Hello! I’ve been following Unreal Engine tutorials for a few days(Stephen Ulibarri ). As someone who is a long time Unity user of like 6 years I feel absolutely stumped when trying to do anything myself. I was trying to set up a weapon in the level viewport as an Actor like I would a prefab in Unity. I’ve since learned that this should probably be an actor blueprint and I should set up logic, collision, audio as components within the blueprint.
Part of me wants to pigeonhole my Unity knowledge into unreal but I KNOW I need to just sit and learn the “unreal way”. It definitely seems like there are a dozen ways to do anything in unreal which might be a good thing?
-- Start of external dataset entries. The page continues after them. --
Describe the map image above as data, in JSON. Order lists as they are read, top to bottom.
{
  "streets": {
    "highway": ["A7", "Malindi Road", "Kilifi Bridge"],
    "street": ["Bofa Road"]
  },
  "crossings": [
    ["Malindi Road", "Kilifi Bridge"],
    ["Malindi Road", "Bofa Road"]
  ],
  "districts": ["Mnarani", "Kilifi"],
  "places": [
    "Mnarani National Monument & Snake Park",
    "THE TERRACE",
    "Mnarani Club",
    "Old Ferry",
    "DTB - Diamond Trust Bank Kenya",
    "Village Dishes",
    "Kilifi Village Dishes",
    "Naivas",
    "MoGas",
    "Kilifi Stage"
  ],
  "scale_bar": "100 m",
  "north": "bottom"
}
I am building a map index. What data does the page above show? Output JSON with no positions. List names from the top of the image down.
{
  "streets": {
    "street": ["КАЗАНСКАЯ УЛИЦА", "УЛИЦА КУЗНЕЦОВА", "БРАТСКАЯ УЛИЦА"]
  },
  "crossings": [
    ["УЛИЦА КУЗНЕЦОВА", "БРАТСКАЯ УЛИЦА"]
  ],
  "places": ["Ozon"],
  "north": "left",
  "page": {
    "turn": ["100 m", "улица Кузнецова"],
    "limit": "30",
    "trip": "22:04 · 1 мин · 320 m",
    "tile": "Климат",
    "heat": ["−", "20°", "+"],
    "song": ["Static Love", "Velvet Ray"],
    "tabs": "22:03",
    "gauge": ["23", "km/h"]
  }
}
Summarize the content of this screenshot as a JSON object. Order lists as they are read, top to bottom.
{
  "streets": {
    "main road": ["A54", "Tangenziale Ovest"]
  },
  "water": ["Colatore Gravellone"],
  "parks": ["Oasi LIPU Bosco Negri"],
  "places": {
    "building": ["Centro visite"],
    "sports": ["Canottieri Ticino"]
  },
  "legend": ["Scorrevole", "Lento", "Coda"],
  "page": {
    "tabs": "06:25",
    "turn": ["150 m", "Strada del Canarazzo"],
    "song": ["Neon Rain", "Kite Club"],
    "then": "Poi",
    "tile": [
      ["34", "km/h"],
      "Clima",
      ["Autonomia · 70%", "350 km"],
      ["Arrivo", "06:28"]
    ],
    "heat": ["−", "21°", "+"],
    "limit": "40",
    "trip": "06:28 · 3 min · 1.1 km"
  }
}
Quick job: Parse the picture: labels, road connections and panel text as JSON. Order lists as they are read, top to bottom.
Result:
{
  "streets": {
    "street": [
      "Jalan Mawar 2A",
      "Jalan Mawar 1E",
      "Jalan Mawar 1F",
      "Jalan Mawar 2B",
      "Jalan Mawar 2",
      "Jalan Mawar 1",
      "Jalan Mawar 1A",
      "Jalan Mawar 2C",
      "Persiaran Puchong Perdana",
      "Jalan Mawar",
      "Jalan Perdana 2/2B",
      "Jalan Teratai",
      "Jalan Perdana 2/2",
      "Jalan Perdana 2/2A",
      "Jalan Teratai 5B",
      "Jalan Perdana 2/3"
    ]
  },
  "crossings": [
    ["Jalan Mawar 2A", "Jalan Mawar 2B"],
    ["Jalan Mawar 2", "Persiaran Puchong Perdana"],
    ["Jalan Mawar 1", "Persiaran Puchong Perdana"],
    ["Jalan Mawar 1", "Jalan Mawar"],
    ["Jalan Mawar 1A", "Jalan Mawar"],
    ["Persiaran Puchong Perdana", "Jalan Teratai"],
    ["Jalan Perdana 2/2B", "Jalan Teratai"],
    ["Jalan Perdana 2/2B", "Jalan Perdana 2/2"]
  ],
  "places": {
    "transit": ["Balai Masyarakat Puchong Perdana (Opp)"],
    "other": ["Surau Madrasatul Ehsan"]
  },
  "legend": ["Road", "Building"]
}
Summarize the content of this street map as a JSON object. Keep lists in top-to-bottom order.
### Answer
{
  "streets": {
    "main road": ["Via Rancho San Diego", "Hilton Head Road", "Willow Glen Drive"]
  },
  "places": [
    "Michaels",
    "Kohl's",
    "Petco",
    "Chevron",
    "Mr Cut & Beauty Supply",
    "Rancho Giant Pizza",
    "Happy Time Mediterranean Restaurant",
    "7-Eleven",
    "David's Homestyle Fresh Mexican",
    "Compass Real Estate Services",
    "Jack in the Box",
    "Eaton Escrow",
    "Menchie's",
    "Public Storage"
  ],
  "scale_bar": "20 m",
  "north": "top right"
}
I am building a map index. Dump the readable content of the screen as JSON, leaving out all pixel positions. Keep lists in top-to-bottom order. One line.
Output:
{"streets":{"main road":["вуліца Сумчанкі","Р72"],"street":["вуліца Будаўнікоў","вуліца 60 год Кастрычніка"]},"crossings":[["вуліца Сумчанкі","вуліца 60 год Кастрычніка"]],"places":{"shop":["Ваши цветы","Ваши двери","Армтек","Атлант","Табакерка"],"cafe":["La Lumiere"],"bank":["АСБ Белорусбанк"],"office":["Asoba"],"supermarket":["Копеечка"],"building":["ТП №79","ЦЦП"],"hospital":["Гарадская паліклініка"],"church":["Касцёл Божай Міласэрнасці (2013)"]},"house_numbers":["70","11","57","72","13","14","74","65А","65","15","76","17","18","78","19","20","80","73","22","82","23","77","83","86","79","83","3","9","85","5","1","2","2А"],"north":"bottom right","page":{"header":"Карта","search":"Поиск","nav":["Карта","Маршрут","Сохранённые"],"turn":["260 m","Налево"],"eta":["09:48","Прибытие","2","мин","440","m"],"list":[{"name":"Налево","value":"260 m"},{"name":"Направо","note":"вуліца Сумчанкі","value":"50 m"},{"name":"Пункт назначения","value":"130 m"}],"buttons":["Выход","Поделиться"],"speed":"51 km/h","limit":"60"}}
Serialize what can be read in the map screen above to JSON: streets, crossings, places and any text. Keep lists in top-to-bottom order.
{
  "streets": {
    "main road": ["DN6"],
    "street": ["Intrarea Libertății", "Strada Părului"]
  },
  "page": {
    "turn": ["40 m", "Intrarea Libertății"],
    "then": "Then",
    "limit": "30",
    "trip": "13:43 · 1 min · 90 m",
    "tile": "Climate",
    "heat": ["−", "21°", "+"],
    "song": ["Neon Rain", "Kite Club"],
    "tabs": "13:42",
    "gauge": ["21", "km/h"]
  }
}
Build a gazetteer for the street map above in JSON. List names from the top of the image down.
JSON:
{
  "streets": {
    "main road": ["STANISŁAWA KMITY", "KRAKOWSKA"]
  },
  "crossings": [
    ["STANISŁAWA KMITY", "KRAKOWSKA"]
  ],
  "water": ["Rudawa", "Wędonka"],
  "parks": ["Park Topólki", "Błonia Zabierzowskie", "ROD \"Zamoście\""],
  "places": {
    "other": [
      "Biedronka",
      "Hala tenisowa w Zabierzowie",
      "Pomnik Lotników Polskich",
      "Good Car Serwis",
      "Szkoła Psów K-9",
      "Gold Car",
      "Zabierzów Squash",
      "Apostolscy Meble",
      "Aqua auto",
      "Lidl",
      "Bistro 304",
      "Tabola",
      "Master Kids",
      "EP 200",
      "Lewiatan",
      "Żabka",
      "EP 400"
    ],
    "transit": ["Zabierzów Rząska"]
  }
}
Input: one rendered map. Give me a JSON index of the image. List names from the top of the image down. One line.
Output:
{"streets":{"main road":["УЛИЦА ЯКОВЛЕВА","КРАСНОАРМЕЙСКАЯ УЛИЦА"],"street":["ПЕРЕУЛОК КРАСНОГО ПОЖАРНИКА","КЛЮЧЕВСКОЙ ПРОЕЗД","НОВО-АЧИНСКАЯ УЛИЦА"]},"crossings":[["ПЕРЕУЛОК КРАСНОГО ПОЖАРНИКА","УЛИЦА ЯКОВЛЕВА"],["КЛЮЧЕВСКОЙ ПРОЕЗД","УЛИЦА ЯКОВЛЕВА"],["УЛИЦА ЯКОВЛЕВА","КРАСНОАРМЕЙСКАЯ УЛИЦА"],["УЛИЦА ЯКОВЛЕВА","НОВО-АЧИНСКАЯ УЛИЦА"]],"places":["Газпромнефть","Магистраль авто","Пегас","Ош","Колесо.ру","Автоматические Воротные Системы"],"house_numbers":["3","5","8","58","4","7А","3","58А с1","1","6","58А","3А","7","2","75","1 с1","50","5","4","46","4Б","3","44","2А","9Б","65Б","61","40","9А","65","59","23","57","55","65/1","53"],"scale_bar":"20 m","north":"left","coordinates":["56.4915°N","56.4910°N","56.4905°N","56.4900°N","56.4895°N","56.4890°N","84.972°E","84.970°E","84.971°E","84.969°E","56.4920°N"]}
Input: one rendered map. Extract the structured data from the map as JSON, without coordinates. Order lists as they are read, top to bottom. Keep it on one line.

I’m essentially asking for general tips and workflow. I’ve used the search bar for this Reddit and people say that it’s soooo much different than Unity or some people say your workflow should be the same. I don’t want to form bad habits when learning the engine basically. I’m not exactly sure how I should be setting up “prefabs” like if I should always be making blueprints or if Actors would suffice(can’t drag an actor to a folder to be used later?).
Sorry if this post comes off as scatterbrained but that’s how I feel. I’m ready to ditch all I know about Unity and just learn the way to do stuff in Unreal. Please let me know any tips or general “workflow” stuff I need to know. Thanks.
Honestly stop using Unity as a habit for a start, i find the assets lack the necessary features each pipeline requires, finding the right version & pipeline in Unity that works and most versions don’t have all current upto date assets working correctly, now Unreal is not perfect either but one thing is for sure is it renders better then Unity with much less hassle with materials if you’re using products from the marketplace, Unreal renders much quicker than Unity and handles large amounts of high resolution materials & textures better than Unity.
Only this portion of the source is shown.